Thursday, January 17, 2013

A few population-related news links


This evening, I thought I'd share a few interesting population-related news links I've collected in the past couple of weeks.

* The Discover Magazine blog 80 Beats summarized a recent study of young game-playing children in Beijing suggesting that these children are less trusting and more risk-averse than one might expect.

* On a perhaps-related note, an article in the latest issue of The National Interest by John Lee examines at length the consequences of China's rapid aging on its economic model, among other things.

* An article in The Guardian contrasting a relatively prosperous Chinese northeast with a stagnant Russian Far East makes the point that Russia need not fear millions of Chinese crossing their country's northern frontier. What incentives would there be for them to leave?

* The Taipei Times covered a recent statement by the head of the South Korean central bank calling for more immigration to ameliorate the effects of population aging.

* An Inter Press Service article notes that rising life expectancy for Japanese women is, unfortunately, being accompanied by falling incomes.

* The Population Reference Bureau's Behind the Numbers blog notes that birth rates have continued to decline throughout India.

* In Canada, a recent article in The Globe and Mail notes that there's an east-to-west income gradient for immigrants in Canada, immigrants in Québec enjoying substantially lower wages than their counterparts in Ontario who in turn earn less than their counterparts in western Canada.

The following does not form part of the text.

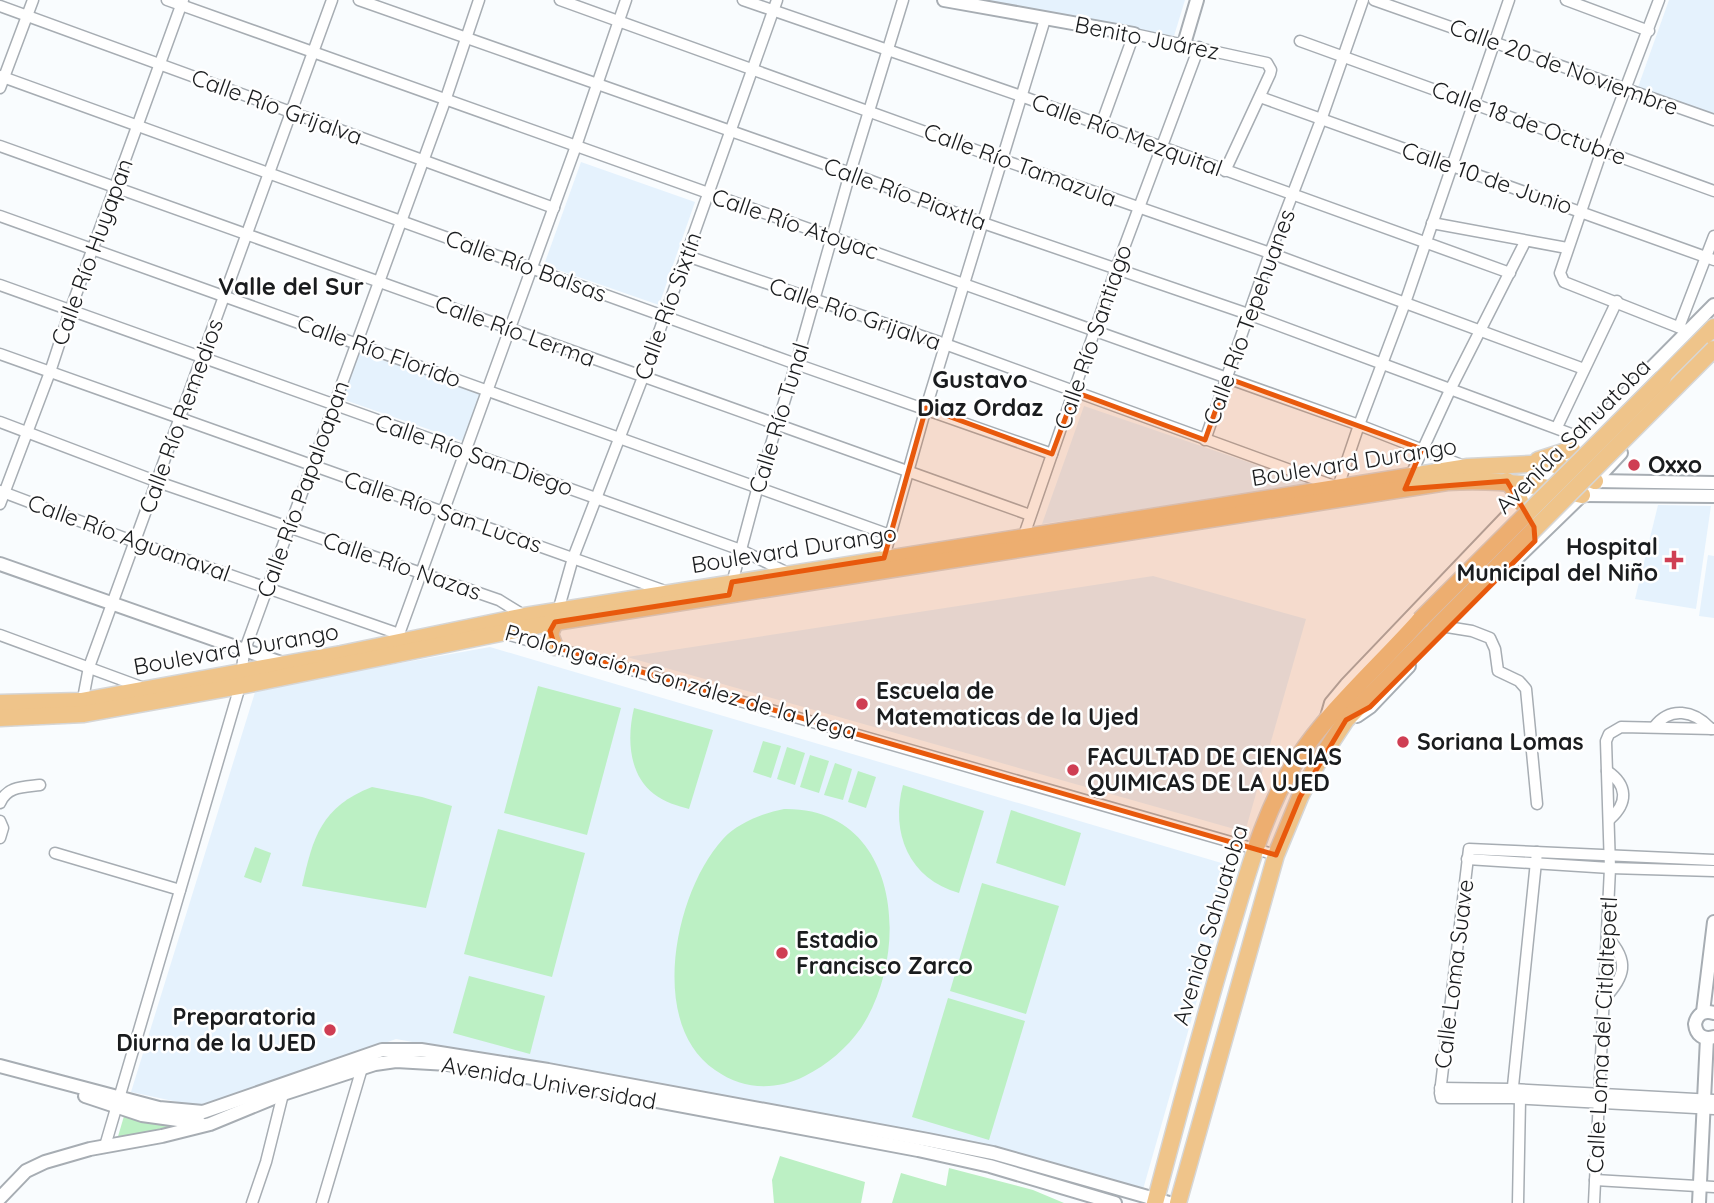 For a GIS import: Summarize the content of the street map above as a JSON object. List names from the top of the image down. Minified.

* In the Atlantic Canadian province of Nova Scotia, meanwhile, the provincial government is trying to boost its attractiveness to immigrants in the face of declining immigrant numbers and a local population tending to decrease.

* In Europe, the Portuguese-American Journal notes that statistics indicate that more than one million Portuguese have left the country in the past fourteen years. This sort of emigration, which if anything seems to be accelerating, has obvious consequences.

* In the nearby Spanish region of Galicia, the Swiss Broadcasting Corporation's Swissinfo takes a look, in the article "From Galicia to the Jura", at one community in Galicia that has been marked by emigration to Switzerland as a natural life stage for a half-century. (Likewise, emigration isn't slowing down.)

* A New York Times article profiles the Chinese of Barcelona, who have apparently so far resisted the effects of the Eurozone recession well.

2 comments:

Beth (@DataGeekB) said...

Great list of links. Thanks for the suggestions.

Anonymous said...

These were very interesting links. I wonder if the decline in fertility in India is due to the slowing world economy or if it just part of the larger overall downward trend? This seems like a pretty significant decline for a single year.